Age Of Empires II: The Resurrected RTS

My Steam account says I’ve logged 80 hours of total gameplay. Compared to long list of other games in my catalog, it currently sits somewhere in the middle, but that number doesn’t reflect the true time I’ve spent with Age of Empires II. While I have been playing the game a lot over the last several months, the hours I’ve cataloged pale in comparison to the time I spent in the early 2000s with the game after its initial release. I can’t even begin to guess total hours played, and I would probably be shocked and a bit ashamed if I were ever to find out.

In March of this year, the classic medieval strategy game Age of Empires II: The Age of Kings and its expansion, The Conquerors, was re-released under the title Age of Empires II: HD Edition. Hidden Path Entertainment gave the much-loved classic an overhaul, taking over for the now defunct Ensemble Studios, and re-released the game on Steam, nearly 15 years after the game’s debut.

I was initially skeptical and a bit confused when I heard the game was being updated. I loved the original game, and couldn’t imagine what Hidden Path would do to revitalize the aging RTS. After all, the later games in the series had tried to expand on the success of Age of Empires II, with diminishing returns.

Mechanically, the original Age of Empires II worked like a good Real Time Strategy should: matches versus computers or humans were excellently paced, with most games ranging from 30 minutes to several hours (Sins of a Solar Empire, this is not). All the playable civilizations maintained a careful balance, yet felt unique in play-style. While the single player campaigns seemed ancillary to the varied and robust multiplayer option, it is the game’s multiplayer that kept the game alive the past fifteen years. The single player campaign feels dated now, with AI scripting that leaves a lot to be desired, but criticizing that aspect of the game feels like blemishing a perfectly good multiplayer game. Like Call of Duty, don’t bother if you’re looking to be satisfied with solo play. So how does the Age of Empires II: HD re-release hold up to the original game nearly fifteen years later?
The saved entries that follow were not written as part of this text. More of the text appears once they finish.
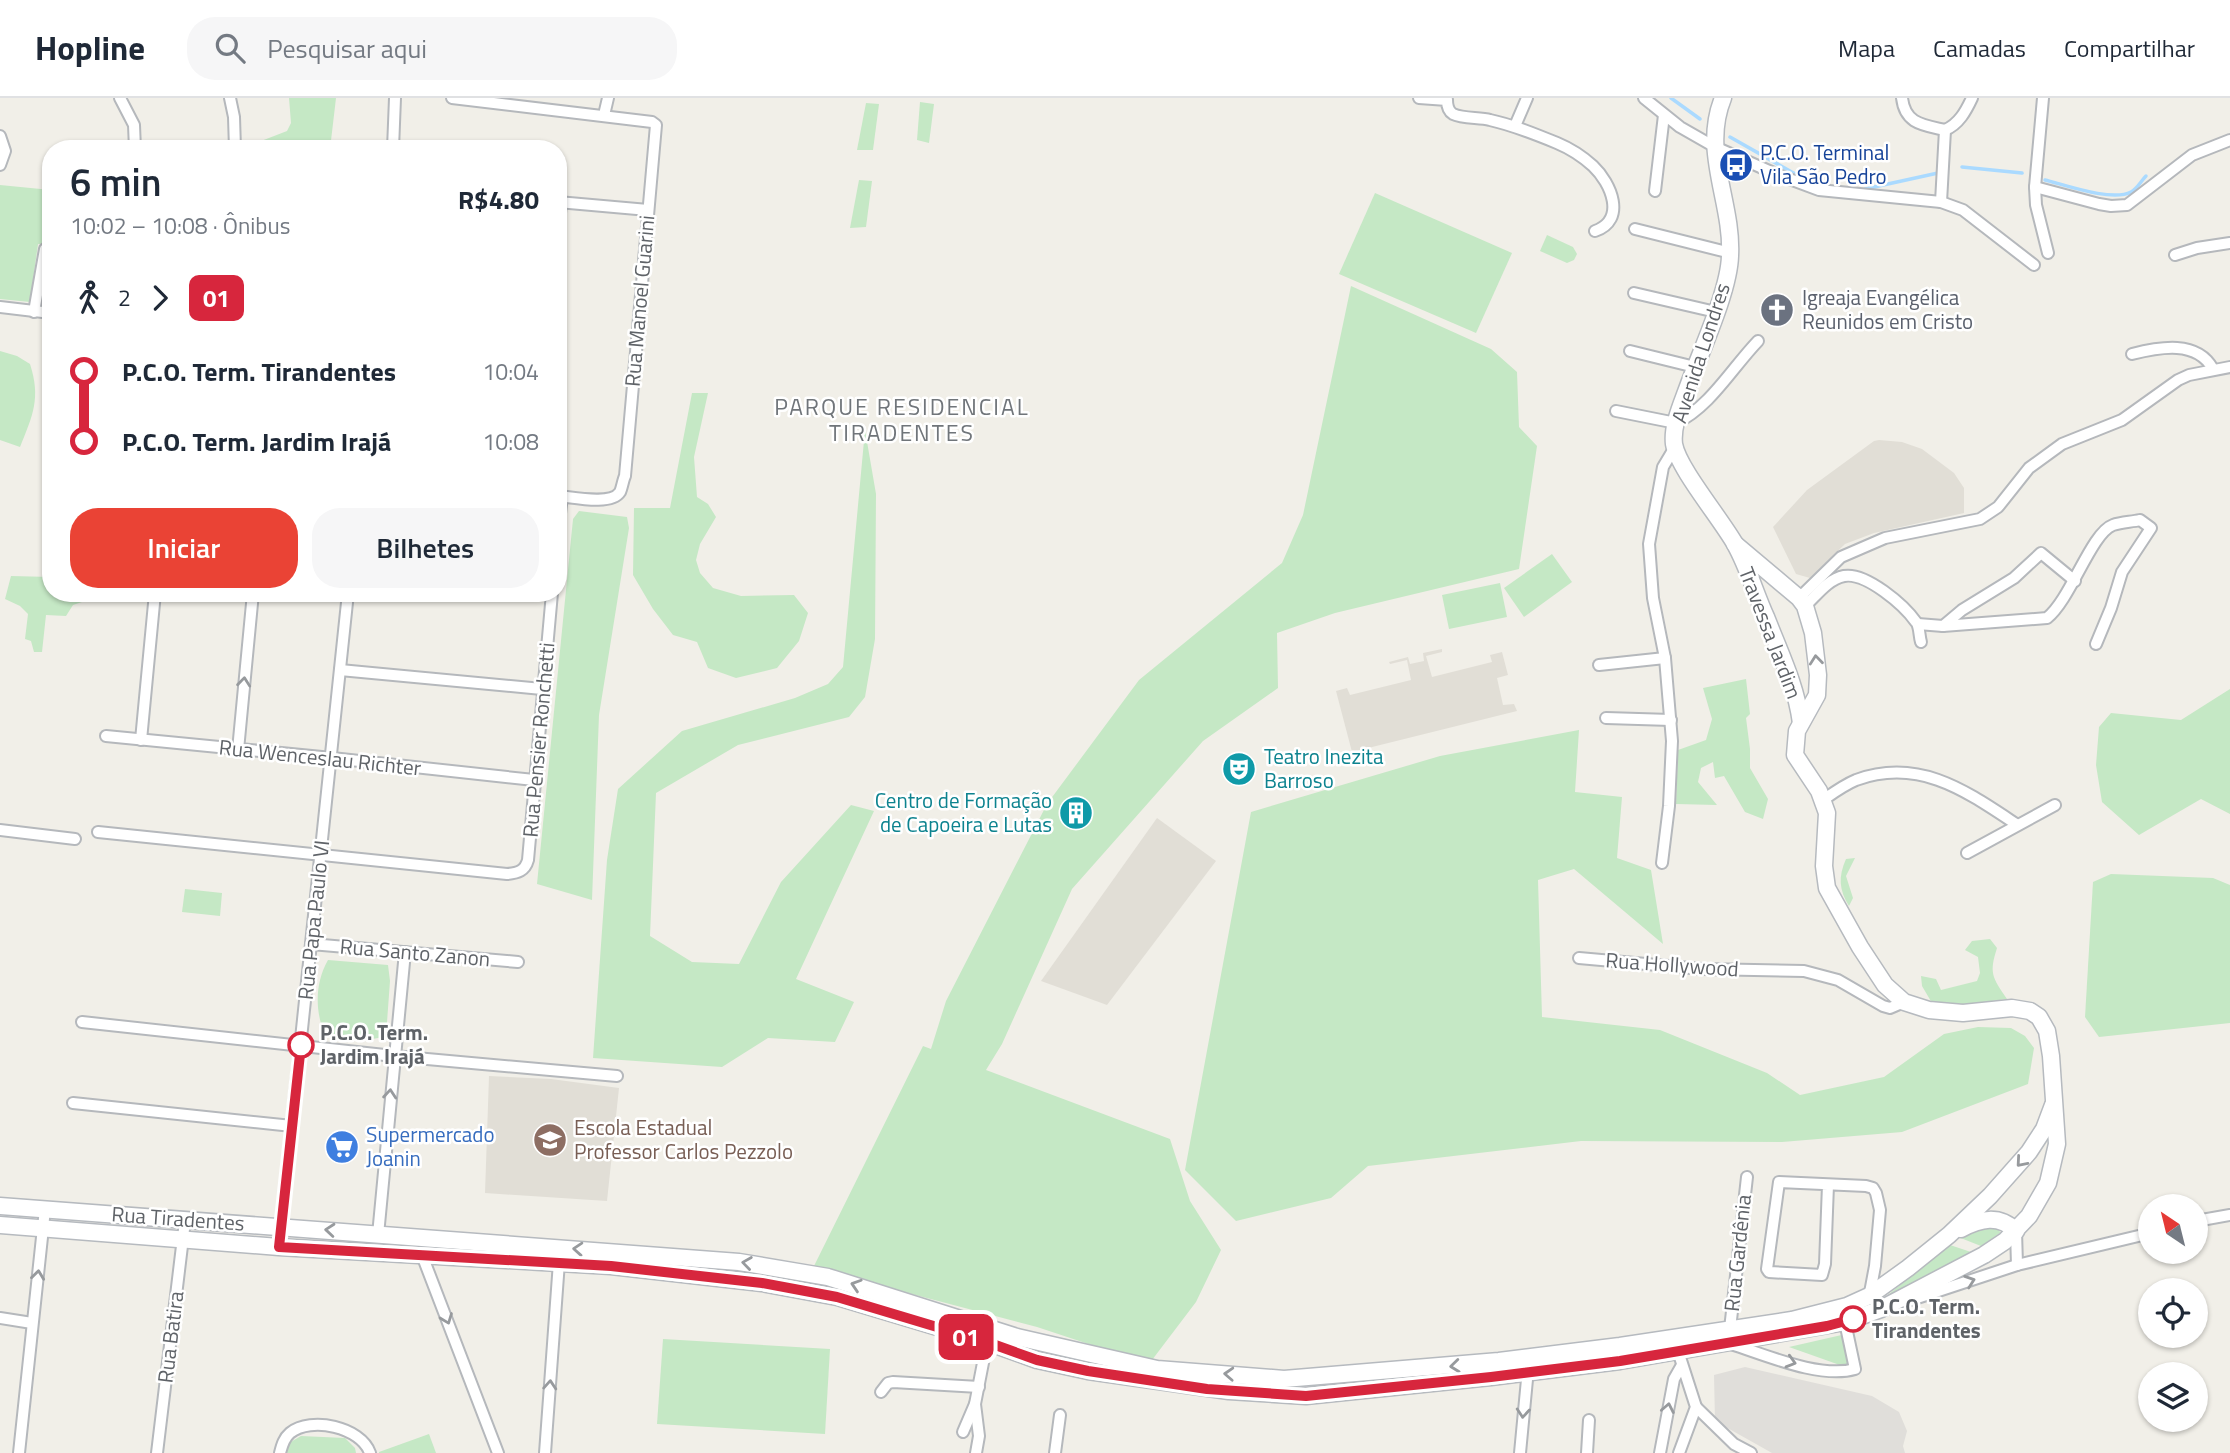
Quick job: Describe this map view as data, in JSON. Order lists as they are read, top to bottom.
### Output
{
  "streets": {
    "street": [
      "Rua Manoel Guarini",
      "Avenida Londres",
      "Travessa Jardim",
      "Rua Pensier Ronchetti",
      "Rua Wenceslau Richter",
      "Rua Papa Paulo VI",
      "Rua Santo Zanon",
      "Rua Hollywood",
      "Rua Tiradentes",
      "Rua Gardênia",
      "Rua Batira"
    ]
  },
  "crossings": [
    ["Avenida Londres", "Travessa Jardim"],
    ["Rua Pensier Ronchetti", "Rua Wenceslau Richter"],
    ["Rua Pensier Ronchetti", "Rua Papa Paulo VI"],
    ["Rua Wenceslau Richter", "Rua Papa Paulo VI"],
    ["Rua Papa Paulo VI", "Rua Santo Zanon"],
    ["Rua Papa Paulo VI", "Rua Tiradentes"],
    ["Rua Hollywood", "Rua Tiradentes"],
    ["Rua Tiradentes", "Rua Gardênia"],
    ["Rua Tiradentes", "Rua Batira"]
  ],
  "districts": ["PARQUE RESIDENCIAL TIRADENTES"],
  "places": {
    "bus stop": ["P.C.O. Terminal Vila São Pedro"],
    "church": ["Igreaja Evangélica Reunidos em Cristo"],
    "theatre": ["Teatro Inezita Barroso"],
    "building": ["Centro de Formação de Capoeira e Lutas"],
    "other": ["P.C.O. Term. Jardim Irajá", "P.C.O. Term. Tirandentes"],
    "school or university": ["Escola Estadual Professor Carlos Pezzolo"],
    "supermarket": ["Supermercado Joanin"]
  },
  "lines": ["bus line 01"],
  "north": "top left",
  "page": {
    "header": "Hopline",
    "search": "Pesquisar aqui",
    "nav": ["Mapa", "Camadas", "Compartilhar"],
    "on_map": "01",
    "heading": ["6 min", "10:02 – 10:08 · Ônibus", "R$4.80"],
    "legs": ["2", "01"],
    "list": [
      {
        "name": "P.C.O. Term. Tirandentes",
        "value": "10:04"
      },
      {
        "name": "P.C.O. Term. Jardim Irajá",
        "value": "10:08"
      }
    ],
    "buttons": ["Iniciar", "Bilhetes"]
  }
}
With the release of Age of Empires II: HD, Hidden Path provided an answer to all my concerns: "Why mess with a product that isn’t broken?" Brilliantly, the re-release of Age of Empires II stays true to the original. With the exception of a significant graphics overhaul, most of the changes to the game seem more like late-development tweaks than major changes to the core. So the question that remains: is the aesthetic update worth the cost of buying the game (or in my case, re-buying it)? I suppose answering that question depends on what you thought of the original.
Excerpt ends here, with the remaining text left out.